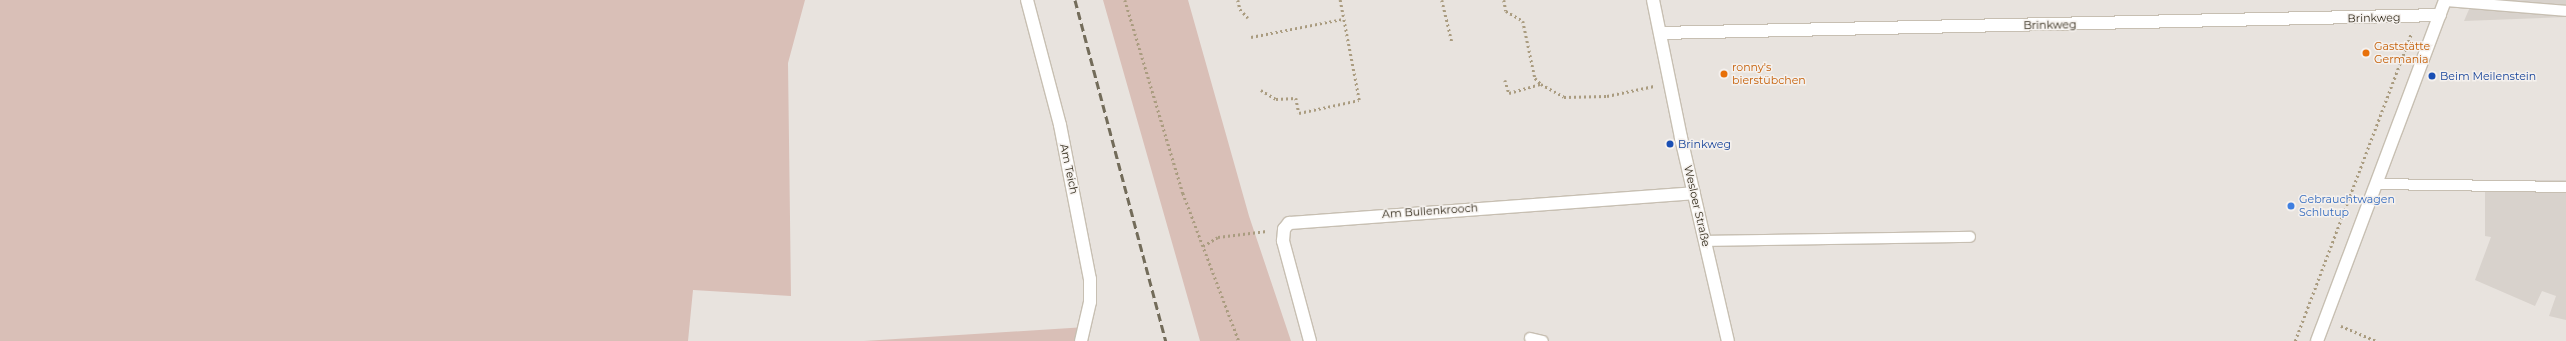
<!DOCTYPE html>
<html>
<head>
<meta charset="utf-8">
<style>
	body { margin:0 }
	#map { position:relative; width:2566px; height:341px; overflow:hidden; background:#e8e3de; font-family:Montserrat,sans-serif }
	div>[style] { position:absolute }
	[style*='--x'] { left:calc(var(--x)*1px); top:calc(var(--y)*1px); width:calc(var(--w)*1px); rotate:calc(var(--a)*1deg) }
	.built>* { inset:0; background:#d8d2cc }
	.green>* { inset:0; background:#d9bfb7 }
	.path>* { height:2.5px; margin-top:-1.25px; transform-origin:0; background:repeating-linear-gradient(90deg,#aa9c80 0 2px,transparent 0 5px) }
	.roads { filter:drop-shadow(1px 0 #c7bfb2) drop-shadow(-1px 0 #c7bfb2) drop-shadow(0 1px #c7bfb2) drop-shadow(0 -1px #c7bfb2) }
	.lane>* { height:10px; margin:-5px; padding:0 5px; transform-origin:5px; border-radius:5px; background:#fff }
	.street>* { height:12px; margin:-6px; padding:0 6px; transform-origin:6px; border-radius:6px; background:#fff }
	.secondary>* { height:12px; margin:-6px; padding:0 6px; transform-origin:6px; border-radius:6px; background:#fff }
	.rail>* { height:3px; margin-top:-1.5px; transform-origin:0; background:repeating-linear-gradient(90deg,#736c5a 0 8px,transparent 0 12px) }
	.dots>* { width:11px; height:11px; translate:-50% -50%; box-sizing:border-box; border:2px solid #f5f1ee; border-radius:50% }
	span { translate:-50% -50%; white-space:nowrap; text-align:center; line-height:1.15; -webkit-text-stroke:3px #f5f1ee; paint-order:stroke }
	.street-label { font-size:11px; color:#373020 }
	.food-label { font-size:11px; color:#c56008 }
	.left { translate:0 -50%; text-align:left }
	.transit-label { font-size:11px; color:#164399 }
	.shop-label { font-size:11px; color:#366cbe }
</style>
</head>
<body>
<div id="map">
	<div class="built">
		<i style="clip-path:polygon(2473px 0,2566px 0,2566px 17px,2464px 21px)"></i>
		<i style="clip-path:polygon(2485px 180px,2566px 180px,2566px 320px,2549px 316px,2556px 296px,2542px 291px,2535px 306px,2475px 280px,2491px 237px,2485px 236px)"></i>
	</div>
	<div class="green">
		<i style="clip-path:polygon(0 0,805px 0,788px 63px,791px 296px,693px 290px,688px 341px,0 341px)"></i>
		<i style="clip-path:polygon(1103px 0,1188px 0,1249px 216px,1291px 341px,1200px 341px)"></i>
		<i style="clip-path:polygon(1086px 327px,1081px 341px,864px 341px)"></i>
	</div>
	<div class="path">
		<i style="--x:1125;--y:0;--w:202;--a:73.3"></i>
		<i style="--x:1183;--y:193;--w:158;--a:69.3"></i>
		<i style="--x:1238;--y:0;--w:9;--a:77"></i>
		<i style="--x:1240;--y:9;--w:12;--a:48"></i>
		<i style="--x:1442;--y:0;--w:43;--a:76.6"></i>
		<i style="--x:1504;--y:0;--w:11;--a:80"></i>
		<i style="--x:1506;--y:11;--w:20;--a:30"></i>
		<i style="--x:1523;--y:21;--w:58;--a:78.1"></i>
		<i style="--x:1535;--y:78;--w:8;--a:45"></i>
		<i style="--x:1251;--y:37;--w:94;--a:-11.1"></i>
		<i style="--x:1505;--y:80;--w:14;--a:73"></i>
		<i style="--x:1509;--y:93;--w:33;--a:-16"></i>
		<i style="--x:1541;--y:84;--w:26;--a:29"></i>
		<i style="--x:1564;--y:97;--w:43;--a:-1.3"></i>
		<i style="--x:1607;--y:96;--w:48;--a:-12"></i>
		<i style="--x:1261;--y:90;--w:17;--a:31"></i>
		<i style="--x:1276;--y:99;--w:20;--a:-3"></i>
		<i style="--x:1296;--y:98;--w:15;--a:79"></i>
		<i style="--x:1299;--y:113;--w:61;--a:-12.2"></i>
		<i style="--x:1359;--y:100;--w:102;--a:-100.8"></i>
		<i style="--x:1203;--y:246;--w:17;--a:-31"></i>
		<i style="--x:1218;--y:237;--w:49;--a:-7"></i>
		<i style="--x:2341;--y:326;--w:39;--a:23"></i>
		<i style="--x:2295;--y:341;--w:330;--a:-69.3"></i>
	</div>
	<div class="roads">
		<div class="lane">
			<i style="--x:2445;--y:1;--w:121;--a:4.7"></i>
			<i style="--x:2376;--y:184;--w:190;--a:0.9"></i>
			<i style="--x:1705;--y:241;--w:265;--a:-0.9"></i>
			<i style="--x:1530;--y:338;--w:13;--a:13"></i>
		</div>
		<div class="street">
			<i style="--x:1027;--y:0;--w:129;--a:75.2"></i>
			<i style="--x:1060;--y:125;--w:157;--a:79"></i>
			<i style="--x:1090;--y:279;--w:23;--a:90"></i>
			<i style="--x:1090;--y:302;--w:40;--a:103"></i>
			<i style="--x:1660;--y:33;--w:780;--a:-1.32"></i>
			<i style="--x:1310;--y:341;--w:104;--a:-105.1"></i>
			<i style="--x:1283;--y:241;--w:12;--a:-85"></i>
			<i style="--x:1284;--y:229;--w:8;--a:-50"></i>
			<i style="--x:1289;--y:223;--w:406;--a:-4.2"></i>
		</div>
		<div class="secondary">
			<i style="--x:1653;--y:0;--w:141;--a:78.5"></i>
			<i style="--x:1681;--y:138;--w:208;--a:77"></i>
			<i style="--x:2317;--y:341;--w:364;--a:-69.4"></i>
		</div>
	</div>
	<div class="rail">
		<i style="--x:1075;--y:0;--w:353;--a:75.1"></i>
	</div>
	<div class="dots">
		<i style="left:2366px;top:53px;background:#e8710a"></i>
		<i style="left:1724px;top:74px;background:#e8710a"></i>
		<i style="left:2432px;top:76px;background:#1a4fb4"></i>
		<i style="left:1670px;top:144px;background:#1a4fb4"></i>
		<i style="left:2291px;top:206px;background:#3f7fe0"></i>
	</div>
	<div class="street-label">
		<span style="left:2374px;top:18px;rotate:-1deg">Brinkweg</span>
		<span style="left:2050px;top:25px;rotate:-1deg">Brinkweg</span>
		<span style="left:1069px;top:169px;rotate:78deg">Am Teich</span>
		<span style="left:1697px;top:206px;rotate:77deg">Wesloer Straße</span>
		<span style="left:1430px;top:211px;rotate:-4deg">Am Bullenkrooch</span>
	</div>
	<div class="food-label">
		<span class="left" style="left:2374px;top:53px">Gaststätte<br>Germania</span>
		<span class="left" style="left:1732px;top:74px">ronny's<br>bierstübchen</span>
	</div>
	<div class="transit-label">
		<span class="left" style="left:2440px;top:76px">Beim Meilenstein</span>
		<span class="left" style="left:1678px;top:144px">Brinkweg</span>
	</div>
	<div class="shop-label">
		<span class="left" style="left:2299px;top:206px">Gebrauchtwagen<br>Schlutup</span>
	</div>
</div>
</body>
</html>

-------

▶ **ACTIVITY**
Examine each line of the listing for the word "position" and state only how many lines contain it.

▶ **RESULT OF THE TASK**
2